PROBLEM STATEMENT ::
Each line of the listing where the string "space" appears is to be identified and copied.

****************

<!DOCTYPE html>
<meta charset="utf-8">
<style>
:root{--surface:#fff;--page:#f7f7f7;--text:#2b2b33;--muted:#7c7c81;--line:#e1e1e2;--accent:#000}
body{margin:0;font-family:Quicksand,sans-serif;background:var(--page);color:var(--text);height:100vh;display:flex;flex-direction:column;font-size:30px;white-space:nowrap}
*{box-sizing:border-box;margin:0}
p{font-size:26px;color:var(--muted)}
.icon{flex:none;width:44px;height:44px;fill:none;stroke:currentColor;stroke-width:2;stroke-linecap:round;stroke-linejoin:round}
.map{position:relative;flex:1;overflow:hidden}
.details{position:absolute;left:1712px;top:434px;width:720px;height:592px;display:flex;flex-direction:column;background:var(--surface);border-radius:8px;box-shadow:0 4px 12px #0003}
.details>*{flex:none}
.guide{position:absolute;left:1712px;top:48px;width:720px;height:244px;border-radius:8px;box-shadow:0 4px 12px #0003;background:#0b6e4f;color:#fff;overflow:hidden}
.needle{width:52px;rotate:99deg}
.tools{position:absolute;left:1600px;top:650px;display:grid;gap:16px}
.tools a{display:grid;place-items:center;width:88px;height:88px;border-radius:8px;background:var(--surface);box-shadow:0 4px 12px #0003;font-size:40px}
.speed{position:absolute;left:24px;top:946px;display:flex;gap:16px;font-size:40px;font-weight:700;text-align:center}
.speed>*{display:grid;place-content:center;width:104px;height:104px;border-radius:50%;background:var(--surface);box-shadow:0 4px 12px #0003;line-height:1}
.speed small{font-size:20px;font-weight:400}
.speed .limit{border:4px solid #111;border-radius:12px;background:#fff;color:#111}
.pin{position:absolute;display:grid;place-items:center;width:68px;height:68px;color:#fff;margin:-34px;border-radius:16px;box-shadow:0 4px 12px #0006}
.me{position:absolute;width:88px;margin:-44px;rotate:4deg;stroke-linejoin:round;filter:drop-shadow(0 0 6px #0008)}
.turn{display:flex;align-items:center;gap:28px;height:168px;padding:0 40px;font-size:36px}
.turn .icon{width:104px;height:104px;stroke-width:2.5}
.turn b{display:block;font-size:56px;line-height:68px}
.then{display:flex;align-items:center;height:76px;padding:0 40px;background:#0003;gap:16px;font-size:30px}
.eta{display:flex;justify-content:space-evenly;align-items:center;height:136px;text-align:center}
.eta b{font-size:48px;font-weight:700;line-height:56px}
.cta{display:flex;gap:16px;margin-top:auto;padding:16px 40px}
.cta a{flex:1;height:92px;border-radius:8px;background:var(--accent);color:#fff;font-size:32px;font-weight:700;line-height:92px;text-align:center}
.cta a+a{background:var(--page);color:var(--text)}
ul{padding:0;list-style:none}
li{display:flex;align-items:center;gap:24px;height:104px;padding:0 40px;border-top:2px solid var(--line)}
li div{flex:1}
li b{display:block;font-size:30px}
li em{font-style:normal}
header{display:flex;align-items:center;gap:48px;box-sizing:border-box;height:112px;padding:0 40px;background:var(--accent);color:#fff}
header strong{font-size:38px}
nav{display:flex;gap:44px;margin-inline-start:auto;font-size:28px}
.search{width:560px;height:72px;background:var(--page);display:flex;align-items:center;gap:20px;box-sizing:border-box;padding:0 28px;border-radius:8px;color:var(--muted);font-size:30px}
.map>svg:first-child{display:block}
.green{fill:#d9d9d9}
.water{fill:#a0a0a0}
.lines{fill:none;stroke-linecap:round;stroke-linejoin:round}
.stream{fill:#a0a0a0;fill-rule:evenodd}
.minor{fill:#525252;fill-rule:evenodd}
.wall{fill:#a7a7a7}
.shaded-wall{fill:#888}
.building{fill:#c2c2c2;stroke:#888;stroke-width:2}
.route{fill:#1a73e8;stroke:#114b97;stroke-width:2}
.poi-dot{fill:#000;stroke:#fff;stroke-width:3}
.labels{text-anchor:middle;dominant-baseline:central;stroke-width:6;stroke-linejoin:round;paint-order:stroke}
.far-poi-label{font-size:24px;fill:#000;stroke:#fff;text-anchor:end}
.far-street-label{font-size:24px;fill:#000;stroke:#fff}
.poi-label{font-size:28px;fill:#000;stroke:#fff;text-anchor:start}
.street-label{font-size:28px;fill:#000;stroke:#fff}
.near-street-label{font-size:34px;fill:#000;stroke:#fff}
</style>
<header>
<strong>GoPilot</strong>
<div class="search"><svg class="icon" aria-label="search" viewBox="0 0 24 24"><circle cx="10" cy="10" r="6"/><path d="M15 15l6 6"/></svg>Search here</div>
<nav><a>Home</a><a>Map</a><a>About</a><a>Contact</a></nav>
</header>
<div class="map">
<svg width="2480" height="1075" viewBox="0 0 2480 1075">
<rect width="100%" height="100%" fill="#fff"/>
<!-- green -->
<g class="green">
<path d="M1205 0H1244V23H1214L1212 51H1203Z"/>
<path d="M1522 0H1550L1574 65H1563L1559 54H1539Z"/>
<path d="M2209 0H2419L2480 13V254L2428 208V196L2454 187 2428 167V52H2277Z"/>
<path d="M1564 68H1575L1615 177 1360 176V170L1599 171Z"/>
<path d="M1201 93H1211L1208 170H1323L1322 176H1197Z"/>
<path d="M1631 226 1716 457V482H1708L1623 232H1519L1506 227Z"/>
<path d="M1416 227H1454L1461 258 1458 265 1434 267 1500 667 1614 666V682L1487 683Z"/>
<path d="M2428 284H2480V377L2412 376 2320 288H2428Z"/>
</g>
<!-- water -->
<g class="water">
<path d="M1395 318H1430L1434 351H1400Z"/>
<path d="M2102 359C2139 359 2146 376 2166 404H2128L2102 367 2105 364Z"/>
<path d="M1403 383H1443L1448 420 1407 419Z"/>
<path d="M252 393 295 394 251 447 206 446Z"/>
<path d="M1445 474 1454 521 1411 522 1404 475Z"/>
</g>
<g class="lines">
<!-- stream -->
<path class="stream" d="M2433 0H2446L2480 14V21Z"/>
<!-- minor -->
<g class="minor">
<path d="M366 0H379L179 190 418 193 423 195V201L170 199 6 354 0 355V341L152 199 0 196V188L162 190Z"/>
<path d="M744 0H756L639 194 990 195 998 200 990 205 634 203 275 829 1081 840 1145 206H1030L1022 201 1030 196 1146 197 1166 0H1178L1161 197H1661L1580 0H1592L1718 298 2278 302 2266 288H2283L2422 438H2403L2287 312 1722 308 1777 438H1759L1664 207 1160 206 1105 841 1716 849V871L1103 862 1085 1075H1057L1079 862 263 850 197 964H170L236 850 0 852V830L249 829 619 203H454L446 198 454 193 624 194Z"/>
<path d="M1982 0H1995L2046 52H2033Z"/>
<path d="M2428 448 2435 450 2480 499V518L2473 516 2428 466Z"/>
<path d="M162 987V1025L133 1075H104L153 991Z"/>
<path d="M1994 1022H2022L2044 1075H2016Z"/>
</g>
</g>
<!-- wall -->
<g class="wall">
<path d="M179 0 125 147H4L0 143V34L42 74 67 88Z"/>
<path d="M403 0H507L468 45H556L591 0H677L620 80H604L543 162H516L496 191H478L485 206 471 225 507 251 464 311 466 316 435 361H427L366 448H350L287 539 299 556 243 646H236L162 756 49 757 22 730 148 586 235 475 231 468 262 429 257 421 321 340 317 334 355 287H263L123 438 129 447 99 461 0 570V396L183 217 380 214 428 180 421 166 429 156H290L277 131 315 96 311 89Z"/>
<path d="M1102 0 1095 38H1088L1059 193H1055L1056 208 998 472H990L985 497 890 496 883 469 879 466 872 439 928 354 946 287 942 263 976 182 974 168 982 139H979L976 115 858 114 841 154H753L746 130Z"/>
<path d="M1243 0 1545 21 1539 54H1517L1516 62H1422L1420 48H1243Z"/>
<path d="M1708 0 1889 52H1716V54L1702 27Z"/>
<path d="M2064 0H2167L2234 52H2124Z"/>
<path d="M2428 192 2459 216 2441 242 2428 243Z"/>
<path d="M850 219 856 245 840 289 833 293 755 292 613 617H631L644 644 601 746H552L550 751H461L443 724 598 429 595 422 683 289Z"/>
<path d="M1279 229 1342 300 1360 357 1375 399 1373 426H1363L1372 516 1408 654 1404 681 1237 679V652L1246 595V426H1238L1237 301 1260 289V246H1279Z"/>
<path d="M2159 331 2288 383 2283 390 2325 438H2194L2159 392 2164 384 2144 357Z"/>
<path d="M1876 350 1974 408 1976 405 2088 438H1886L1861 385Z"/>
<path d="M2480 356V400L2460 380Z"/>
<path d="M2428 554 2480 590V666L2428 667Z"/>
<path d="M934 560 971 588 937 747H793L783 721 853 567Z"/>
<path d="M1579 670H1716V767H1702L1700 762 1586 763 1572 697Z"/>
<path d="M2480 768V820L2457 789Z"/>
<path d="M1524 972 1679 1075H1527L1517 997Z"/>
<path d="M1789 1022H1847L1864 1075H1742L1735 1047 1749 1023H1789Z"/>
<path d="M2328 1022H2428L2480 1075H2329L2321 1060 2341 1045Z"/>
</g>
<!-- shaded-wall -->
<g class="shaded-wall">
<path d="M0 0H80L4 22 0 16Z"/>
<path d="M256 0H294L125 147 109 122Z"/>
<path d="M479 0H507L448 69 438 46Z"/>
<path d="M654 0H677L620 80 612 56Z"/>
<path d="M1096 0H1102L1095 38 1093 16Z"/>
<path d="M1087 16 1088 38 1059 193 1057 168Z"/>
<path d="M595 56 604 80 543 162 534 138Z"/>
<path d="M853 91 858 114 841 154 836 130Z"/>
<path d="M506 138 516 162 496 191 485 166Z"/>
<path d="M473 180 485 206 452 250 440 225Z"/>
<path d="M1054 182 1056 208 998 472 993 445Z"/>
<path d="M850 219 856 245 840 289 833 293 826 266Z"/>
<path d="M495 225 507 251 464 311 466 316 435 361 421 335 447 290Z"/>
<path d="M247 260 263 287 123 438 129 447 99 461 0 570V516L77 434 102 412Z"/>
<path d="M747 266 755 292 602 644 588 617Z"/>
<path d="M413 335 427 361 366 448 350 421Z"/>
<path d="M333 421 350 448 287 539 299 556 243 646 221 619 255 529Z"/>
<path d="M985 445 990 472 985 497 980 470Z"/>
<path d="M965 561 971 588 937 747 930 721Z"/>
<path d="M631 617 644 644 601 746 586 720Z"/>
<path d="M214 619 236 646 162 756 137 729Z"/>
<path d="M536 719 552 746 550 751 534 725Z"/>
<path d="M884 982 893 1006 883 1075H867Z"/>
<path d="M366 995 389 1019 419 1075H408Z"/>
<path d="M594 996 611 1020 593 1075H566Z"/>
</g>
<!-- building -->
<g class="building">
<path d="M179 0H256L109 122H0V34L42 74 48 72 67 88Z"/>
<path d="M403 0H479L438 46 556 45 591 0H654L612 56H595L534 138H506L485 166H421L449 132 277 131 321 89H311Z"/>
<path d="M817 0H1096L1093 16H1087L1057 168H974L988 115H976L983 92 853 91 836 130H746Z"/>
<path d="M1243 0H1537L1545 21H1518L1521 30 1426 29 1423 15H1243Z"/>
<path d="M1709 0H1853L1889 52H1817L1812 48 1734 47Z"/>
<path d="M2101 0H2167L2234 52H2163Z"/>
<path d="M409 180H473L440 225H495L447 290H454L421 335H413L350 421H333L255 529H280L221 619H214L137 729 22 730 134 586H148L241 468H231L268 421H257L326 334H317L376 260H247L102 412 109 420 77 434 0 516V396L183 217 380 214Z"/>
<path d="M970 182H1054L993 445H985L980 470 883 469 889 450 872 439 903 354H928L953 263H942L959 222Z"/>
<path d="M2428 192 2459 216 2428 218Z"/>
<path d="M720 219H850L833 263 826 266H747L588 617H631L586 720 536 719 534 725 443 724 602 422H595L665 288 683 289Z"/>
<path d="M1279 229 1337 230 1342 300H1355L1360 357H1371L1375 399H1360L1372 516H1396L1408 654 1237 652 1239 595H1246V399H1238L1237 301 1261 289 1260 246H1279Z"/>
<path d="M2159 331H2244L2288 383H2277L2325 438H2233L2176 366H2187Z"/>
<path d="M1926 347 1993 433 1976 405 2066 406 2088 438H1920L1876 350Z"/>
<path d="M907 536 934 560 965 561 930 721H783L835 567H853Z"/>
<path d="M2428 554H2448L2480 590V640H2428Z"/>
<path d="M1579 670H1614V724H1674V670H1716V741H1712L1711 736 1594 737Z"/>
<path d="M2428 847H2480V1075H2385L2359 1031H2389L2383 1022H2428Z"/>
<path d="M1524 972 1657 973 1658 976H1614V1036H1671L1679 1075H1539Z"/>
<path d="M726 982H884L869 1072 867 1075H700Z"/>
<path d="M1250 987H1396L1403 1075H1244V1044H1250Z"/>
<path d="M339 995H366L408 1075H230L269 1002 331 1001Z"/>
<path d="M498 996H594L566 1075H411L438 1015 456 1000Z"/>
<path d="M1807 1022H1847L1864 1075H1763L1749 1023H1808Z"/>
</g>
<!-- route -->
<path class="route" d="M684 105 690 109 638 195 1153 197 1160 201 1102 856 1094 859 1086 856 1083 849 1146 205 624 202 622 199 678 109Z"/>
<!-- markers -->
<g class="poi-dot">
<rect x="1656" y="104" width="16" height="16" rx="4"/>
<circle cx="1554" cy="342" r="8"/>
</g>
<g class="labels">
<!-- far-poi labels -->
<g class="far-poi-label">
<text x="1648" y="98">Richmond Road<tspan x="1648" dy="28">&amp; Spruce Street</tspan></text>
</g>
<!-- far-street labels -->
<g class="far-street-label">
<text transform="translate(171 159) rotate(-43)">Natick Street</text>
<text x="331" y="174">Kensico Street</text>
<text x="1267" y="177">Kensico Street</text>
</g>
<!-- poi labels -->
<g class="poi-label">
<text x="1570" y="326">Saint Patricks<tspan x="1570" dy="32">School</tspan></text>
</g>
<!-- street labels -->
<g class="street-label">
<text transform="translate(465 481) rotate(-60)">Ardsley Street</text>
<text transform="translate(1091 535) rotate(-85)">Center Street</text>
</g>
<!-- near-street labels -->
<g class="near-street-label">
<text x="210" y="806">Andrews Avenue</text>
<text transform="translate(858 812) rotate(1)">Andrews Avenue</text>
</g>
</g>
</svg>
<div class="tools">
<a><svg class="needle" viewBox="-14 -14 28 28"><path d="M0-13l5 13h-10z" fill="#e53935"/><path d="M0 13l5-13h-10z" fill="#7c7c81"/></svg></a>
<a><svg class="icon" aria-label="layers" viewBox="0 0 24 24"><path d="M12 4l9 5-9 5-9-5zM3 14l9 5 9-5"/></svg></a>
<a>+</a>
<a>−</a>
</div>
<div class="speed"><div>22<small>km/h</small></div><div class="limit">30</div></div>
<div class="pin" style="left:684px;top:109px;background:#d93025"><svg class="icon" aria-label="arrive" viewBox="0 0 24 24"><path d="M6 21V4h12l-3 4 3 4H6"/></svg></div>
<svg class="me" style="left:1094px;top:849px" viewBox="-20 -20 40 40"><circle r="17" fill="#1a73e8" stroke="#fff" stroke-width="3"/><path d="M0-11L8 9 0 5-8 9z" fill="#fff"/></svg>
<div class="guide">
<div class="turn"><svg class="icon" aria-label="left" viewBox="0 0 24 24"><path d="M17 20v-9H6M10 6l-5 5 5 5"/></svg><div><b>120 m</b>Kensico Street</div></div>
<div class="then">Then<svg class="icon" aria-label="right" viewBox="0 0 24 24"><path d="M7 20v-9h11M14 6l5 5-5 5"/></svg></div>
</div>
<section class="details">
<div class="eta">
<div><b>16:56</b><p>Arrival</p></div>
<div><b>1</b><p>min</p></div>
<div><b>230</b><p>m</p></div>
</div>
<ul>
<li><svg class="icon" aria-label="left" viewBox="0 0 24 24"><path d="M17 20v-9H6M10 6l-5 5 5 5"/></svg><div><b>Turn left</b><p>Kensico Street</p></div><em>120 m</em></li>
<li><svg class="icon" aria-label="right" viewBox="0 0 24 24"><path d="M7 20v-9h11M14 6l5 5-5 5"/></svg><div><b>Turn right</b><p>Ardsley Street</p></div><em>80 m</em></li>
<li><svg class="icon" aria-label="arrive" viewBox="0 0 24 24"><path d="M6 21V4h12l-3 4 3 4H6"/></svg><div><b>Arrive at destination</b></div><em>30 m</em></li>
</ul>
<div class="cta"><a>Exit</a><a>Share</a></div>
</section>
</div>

****************

ANSWER TO THIS TASK ::
body{margin:0;font-family:Quicksand,sans-serif;background:var(--page);color:var(--text);height:100vh;display:flex;flex-direction:column;font-size:30px;white-space:nowrap}
.eta{display:flex;justify-content:space-evenly;align-items:center;height:136px;text-align:center}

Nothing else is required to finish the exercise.